"I'll be down to get you in a taxi honey
You'd better be ready around half past eightAh baby don't be late I want to be there when the band starts honey"
I had always been intrigued by the quote on the back cover. Was it from a film, was it made up...if I had looked closer, I would have seen from the footnote that it was actually a lyric taken from "Darktown Strutters' Ball", a song published over 50 years before The Band appropriated it. A jazz standard written by Shelton Brooks, it had been recorded many times, and by a wide variety of artsists including Fats Domino (his version seems to be the lyrics used by The Band), Fats Waller, Ella Fitzgerald, Dean Martin and the Beach Boys.

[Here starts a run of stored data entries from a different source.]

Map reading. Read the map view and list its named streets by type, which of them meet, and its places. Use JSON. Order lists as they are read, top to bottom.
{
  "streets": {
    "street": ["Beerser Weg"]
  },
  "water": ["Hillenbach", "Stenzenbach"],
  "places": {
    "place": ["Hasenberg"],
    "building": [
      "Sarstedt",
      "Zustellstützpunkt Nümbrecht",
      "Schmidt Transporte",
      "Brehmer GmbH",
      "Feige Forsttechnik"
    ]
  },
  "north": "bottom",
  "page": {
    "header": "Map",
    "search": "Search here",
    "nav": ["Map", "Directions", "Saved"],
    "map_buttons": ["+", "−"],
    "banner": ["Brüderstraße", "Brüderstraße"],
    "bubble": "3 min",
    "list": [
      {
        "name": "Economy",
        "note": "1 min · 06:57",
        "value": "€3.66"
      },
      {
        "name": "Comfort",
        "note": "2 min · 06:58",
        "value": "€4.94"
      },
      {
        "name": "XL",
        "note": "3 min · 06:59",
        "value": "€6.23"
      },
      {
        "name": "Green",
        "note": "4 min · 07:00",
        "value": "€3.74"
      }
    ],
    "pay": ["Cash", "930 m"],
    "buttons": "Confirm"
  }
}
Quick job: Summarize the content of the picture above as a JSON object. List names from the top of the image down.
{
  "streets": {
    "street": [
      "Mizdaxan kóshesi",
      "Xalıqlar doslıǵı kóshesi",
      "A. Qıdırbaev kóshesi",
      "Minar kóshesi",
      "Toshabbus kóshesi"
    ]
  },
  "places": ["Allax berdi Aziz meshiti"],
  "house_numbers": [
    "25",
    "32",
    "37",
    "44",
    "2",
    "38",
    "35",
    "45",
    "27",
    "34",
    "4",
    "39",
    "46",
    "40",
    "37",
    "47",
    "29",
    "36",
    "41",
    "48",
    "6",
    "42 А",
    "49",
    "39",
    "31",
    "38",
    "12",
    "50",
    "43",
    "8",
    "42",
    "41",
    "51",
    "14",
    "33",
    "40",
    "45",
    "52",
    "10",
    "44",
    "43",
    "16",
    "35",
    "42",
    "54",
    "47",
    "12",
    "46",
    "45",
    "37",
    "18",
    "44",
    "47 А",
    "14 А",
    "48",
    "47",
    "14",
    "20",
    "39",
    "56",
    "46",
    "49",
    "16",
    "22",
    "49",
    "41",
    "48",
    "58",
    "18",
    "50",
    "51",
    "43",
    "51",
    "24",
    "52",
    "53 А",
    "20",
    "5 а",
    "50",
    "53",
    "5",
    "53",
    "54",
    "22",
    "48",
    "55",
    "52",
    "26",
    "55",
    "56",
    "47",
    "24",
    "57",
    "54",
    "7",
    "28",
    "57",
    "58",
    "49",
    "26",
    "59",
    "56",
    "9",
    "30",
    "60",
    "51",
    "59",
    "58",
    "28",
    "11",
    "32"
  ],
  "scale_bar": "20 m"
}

The back cover continues the theme from the front; rustic, straightforward, not of its time. A reaction to the psychedelic and explicitly multicoloured music that preceded it; the quote from the early part of the century fits. No surprise that The Band's eponymous album was also dubbed the 'Brown Album'. The subjects and styles all looked backwards, but as Pitchfork put it, both The Band, and its predecessor Music From Big Pink, managed to "sound simultaneously experimental and traditional, irreverent and respectful...blues, folk, jazz, rock, funk, soul, r&b;, and country and western all synthesized into twin monuments to the American music they'd been playing for nearly a decade in clubs, roadhouses, and honkytonks."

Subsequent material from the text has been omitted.